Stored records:
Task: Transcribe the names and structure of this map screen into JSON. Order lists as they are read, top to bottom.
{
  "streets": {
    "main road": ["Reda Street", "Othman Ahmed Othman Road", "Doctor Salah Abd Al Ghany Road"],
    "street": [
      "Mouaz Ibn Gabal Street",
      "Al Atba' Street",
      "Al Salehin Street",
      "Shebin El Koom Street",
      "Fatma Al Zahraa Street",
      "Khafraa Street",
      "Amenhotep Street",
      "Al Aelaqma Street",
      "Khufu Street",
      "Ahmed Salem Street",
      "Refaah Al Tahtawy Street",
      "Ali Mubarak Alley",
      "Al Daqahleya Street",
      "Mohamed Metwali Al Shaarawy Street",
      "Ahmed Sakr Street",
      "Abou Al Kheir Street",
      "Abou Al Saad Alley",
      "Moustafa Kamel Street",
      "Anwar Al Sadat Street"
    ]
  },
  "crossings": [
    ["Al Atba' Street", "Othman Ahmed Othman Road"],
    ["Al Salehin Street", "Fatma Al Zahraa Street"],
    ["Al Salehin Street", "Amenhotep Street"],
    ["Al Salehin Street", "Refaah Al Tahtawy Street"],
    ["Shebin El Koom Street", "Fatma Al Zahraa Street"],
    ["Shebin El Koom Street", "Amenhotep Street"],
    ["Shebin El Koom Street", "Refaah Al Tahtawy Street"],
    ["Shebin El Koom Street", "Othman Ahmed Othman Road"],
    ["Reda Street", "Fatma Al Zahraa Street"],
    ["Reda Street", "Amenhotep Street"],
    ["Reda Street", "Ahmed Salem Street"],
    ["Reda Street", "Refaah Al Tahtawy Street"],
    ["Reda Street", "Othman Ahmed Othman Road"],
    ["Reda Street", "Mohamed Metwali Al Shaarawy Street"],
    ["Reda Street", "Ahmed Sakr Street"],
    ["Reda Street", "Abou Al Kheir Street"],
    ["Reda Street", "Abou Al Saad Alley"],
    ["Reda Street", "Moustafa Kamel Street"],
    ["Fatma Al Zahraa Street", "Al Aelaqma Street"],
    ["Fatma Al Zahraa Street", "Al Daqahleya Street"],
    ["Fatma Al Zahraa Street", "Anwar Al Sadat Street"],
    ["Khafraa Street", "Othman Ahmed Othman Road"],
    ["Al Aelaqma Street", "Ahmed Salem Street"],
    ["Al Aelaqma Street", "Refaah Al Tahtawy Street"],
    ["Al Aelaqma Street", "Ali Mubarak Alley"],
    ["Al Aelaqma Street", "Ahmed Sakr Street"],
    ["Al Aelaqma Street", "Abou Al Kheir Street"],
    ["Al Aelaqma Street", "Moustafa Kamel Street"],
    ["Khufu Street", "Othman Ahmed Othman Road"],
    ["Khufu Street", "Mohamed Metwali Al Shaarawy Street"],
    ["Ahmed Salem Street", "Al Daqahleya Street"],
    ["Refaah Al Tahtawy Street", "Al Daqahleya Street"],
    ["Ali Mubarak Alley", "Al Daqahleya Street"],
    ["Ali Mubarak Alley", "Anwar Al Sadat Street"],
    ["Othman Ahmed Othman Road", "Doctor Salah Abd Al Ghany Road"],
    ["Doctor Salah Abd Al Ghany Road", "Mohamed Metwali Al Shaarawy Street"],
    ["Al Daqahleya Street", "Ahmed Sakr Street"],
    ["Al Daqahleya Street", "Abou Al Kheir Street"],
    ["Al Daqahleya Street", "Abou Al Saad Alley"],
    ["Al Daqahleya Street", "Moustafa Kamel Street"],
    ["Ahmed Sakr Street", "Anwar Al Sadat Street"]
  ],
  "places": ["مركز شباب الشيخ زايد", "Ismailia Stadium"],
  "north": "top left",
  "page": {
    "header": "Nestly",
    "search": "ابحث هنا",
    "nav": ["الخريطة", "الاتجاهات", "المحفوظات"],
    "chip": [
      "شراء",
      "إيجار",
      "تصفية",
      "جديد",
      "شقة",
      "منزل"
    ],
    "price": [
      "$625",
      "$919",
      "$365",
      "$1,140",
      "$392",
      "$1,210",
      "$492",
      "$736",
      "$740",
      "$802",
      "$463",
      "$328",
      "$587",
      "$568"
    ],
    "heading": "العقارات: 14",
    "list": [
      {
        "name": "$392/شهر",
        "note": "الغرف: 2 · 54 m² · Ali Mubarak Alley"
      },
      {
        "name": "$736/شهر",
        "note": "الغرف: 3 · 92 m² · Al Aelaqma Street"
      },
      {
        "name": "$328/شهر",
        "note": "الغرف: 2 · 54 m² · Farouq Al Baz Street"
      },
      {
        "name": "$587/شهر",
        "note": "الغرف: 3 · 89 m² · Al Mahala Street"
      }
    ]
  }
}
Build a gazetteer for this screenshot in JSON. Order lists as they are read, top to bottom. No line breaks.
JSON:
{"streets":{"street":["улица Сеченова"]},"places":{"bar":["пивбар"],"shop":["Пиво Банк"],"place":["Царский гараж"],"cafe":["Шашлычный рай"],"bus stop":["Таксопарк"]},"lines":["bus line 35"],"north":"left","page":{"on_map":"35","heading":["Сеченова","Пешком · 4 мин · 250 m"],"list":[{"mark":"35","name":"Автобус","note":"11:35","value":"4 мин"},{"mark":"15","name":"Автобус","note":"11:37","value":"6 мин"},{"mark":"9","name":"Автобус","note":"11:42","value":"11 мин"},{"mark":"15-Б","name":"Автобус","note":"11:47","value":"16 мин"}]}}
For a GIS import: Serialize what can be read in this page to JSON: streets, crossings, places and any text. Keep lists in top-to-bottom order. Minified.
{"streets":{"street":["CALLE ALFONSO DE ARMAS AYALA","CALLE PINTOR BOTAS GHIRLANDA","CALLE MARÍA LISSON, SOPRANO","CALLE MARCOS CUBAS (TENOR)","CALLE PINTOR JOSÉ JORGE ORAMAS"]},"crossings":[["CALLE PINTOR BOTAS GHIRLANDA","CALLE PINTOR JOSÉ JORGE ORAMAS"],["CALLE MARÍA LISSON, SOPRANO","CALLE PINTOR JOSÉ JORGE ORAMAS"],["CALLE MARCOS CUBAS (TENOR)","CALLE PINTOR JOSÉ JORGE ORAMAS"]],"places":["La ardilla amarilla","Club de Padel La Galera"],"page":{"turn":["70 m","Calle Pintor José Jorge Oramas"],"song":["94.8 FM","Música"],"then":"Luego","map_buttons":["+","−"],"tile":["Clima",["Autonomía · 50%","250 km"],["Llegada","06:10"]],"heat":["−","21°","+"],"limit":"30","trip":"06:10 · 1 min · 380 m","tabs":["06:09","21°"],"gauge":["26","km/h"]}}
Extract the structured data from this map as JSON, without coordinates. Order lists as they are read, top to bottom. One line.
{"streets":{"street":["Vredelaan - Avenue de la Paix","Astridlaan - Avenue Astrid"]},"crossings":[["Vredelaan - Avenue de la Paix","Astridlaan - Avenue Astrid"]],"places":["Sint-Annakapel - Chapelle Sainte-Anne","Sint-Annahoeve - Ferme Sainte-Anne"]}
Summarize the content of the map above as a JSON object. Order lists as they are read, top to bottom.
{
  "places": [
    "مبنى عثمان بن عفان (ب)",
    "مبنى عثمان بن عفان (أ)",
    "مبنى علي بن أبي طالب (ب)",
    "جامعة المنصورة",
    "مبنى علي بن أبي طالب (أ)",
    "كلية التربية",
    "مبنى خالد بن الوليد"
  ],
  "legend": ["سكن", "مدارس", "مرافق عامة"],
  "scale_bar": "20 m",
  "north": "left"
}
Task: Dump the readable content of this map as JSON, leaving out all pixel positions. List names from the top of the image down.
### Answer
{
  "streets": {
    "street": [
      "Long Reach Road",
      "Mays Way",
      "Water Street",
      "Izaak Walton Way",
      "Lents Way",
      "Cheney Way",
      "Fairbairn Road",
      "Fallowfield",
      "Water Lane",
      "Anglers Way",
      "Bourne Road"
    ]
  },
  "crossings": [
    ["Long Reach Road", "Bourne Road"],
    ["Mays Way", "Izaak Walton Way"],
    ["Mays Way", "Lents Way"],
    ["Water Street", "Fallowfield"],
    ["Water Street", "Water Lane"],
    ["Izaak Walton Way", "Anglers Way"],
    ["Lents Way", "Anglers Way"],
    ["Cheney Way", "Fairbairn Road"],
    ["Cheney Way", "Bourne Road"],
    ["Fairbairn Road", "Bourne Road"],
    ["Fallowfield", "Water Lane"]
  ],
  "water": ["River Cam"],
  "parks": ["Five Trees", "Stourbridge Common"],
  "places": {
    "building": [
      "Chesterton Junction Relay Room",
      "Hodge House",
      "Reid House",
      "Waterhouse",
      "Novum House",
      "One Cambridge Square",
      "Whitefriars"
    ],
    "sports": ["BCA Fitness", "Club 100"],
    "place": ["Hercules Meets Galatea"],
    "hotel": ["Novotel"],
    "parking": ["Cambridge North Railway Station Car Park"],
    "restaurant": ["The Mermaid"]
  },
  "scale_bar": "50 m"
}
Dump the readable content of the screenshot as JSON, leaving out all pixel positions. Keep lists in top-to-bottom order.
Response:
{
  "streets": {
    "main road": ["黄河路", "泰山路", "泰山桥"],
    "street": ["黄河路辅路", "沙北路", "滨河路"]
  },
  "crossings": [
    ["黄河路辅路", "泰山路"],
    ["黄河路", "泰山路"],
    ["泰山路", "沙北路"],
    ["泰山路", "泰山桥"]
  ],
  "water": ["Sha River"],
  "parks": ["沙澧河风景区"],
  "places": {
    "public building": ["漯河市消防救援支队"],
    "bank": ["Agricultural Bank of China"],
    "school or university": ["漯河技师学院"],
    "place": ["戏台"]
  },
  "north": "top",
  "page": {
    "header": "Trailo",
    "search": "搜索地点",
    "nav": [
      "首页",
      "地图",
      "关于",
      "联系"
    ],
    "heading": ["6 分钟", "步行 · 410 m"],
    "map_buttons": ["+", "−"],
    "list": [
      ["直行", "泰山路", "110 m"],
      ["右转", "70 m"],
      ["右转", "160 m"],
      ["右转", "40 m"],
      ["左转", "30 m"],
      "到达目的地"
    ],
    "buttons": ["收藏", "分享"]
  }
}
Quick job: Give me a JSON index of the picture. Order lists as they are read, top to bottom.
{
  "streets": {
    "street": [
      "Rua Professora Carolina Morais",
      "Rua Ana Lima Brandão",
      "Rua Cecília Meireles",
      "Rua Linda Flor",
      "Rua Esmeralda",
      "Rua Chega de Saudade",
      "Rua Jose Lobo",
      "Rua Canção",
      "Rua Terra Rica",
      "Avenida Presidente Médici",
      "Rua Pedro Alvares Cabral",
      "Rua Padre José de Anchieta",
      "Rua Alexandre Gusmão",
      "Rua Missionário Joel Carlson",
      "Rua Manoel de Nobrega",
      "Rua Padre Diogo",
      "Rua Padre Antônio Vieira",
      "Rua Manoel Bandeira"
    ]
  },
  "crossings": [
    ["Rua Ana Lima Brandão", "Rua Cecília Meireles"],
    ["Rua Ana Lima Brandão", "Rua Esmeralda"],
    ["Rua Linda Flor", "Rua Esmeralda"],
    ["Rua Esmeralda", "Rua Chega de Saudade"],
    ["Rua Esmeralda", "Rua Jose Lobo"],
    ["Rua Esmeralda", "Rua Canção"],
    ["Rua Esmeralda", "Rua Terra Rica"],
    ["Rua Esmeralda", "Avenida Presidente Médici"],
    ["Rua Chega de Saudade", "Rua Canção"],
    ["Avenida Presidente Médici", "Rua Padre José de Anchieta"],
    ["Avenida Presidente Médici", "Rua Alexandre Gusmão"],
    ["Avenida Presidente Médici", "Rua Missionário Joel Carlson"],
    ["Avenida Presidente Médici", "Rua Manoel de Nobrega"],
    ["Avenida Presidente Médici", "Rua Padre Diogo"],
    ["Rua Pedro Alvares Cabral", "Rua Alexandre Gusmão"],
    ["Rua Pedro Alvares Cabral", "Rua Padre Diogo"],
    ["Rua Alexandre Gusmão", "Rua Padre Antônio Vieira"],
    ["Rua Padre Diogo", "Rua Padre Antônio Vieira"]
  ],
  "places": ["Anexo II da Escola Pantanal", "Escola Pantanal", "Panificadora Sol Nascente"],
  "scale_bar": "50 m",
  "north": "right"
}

* Your assignment
Look through the lines above for "عثمان". Say how many have it, and give no other words.

* Output
2